Dataset entries:
—————

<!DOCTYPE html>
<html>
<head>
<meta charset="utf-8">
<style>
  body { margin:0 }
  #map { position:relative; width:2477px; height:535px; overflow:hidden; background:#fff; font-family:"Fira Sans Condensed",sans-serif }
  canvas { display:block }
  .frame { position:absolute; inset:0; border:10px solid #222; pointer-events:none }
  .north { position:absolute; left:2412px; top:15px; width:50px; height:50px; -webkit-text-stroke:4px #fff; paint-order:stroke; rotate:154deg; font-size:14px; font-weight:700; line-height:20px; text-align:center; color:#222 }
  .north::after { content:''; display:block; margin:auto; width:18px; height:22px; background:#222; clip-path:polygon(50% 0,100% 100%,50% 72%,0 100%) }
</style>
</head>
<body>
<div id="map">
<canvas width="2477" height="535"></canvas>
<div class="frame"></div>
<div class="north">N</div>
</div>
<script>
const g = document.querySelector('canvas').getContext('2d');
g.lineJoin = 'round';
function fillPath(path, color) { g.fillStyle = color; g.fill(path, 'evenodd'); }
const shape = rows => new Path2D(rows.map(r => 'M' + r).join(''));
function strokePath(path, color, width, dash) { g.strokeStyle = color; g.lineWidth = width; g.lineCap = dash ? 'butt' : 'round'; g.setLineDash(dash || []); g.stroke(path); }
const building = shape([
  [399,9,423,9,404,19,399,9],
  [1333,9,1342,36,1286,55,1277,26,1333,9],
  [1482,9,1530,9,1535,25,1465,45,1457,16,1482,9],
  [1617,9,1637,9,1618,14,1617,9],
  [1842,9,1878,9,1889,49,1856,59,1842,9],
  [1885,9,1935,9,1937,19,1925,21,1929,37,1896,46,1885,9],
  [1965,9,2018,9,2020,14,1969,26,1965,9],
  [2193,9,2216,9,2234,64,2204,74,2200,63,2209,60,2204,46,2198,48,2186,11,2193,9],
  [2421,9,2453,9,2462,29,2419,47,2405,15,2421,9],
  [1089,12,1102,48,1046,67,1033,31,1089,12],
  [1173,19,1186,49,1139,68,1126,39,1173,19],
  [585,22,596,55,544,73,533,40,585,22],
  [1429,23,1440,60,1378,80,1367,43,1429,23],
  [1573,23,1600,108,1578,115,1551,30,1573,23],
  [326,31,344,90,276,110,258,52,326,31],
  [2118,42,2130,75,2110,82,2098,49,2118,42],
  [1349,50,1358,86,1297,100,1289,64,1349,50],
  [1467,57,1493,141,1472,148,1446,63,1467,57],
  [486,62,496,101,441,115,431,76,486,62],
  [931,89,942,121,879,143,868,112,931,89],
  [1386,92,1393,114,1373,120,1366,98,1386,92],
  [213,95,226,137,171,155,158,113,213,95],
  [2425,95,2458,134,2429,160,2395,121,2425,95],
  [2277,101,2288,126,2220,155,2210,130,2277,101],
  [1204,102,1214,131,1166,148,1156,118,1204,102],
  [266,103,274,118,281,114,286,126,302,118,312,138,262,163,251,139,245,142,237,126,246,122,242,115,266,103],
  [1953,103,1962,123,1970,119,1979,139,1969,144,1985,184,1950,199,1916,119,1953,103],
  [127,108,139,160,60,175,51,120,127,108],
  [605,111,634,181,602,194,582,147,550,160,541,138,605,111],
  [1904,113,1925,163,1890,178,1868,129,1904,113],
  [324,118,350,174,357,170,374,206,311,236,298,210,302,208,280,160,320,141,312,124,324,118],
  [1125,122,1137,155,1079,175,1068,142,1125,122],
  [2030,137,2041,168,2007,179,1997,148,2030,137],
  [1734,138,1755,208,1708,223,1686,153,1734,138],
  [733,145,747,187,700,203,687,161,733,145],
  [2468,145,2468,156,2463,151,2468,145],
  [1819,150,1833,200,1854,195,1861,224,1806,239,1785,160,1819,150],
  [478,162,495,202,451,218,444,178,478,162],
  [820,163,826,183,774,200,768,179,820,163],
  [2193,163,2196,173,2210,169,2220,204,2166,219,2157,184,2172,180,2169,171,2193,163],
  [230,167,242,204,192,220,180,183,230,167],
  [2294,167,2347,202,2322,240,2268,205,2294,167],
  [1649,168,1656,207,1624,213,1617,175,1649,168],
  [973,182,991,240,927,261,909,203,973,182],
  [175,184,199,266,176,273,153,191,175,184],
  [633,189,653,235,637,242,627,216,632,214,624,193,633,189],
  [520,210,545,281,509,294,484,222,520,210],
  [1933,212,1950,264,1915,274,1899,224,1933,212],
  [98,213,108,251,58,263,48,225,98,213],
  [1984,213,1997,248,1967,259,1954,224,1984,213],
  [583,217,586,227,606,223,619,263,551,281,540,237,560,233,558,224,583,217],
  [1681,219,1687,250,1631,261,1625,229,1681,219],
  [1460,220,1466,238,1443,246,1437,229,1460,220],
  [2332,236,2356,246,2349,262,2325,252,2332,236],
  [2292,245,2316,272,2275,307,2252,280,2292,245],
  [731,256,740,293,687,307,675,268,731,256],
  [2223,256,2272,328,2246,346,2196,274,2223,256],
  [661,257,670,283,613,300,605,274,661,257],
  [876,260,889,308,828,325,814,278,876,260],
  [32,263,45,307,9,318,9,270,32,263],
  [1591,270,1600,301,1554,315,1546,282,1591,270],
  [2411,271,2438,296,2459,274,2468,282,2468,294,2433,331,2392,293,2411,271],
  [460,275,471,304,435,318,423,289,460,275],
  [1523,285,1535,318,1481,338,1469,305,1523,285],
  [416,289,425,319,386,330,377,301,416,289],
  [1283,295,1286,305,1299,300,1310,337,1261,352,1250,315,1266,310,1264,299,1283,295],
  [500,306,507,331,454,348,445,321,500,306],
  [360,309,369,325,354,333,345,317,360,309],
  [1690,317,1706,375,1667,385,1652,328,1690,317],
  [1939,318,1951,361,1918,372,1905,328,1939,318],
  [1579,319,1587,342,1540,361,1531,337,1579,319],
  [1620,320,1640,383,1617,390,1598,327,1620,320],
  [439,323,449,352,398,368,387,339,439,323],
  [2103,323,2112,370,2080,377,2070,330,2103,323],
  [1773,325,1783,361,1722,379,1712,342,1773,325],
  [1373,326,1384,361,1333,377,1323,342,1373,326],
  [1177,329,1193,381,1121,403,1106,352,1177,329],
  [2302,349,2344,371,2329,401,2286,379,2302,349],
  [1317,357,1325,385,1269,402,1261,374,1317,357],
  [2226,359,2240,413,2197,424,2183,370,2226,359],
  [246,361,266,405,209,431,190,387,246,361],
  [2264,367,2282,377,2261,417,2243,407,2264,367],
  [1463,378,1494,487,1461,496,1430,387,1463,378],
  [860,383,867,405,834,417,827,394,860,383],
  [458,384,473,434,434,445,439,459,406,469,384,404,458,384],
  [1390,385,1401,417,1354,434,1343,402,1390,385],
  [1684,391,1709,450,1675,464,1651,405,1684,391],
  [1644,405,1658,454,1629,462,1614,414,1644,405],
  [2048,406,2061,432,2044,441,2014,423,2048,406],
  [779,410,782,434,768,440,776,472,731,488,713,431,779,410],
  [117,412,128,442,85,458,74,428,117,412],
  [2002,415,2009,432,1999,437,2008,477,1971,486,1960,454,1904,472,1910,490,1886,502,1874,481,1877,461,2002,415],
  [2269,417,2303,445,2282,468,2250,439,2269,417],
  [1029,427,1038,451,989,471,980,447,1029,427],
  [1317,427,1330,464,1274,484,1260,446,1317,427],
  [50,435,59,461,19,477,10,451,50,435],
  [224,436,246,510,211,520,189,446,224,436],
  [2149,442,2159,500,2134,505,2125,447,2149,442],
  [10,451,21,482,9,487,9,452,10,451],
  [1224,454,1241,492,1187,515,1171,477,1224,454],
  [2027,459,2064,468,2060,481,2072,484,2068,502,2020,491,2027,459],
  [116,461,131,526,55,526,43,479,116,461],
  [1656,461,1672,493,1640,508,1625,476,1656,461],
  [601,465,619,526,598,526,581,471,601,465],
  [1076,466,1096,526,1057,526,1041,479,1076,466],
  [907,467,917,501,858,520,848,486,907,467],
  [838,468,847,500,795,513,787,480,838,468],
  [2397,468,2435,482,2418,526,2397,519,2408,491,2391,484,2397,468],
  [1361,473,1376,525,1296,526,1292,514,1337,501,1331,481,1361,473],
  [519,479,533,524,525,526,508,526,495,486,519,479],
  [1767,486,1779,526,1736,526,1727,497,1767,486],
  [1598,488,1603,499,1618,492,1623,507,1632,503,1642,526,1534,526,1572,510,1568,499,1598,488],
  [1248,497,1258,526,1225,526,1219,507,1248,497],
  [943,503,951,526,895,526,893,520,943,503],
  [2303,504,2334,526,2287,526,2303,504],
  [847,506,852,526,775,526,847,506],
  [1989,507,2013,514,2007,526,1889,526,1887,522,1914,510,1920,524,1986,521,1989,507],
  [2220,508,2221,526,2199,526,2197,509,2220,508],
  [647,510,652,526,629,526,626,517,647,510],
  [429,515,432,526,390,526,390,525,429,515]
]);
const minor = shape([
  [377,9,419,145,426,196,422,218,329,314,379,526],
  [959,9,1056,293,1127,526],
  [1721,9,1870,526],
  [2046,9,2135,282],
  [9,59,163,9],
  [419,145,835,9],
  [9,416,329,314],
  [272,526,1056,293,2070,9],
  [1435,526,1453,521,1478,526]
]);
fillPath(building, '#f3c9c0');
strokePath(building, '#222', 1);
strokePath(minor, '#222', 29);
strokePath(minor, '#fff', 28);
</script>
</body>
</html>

—————

*PROMPT*.
Which lines belong in the answer? Exactly those from the first line of the entries through the line holding "position:absolute; left:2412px; top:15px;", inclusive, copied unchanged.

*RESULT BELOW*.
<!DOCTYPE html>
<html>
<head>
<meta charset="utf-8">
<style>
  body { margin:0 }
  #map { position:relative; width:2477px; height:535px; overflow:hidden; background:#fff; font-family:"Fira Sans Condensed",sans-serif }
  canvas { display:block }
  .frame { position:absolute; inset:0; border:10px solid #222; pointer-events:none }
  .north { position:absolute; left:2412px; top:15px; width:50px; height:50px; -webkit-text-stroke:4px #fff; paint-order:stroke; rotate:154deg; font-size:14px; font-weight:700; line-height:20px; text-align:center; color:#222 }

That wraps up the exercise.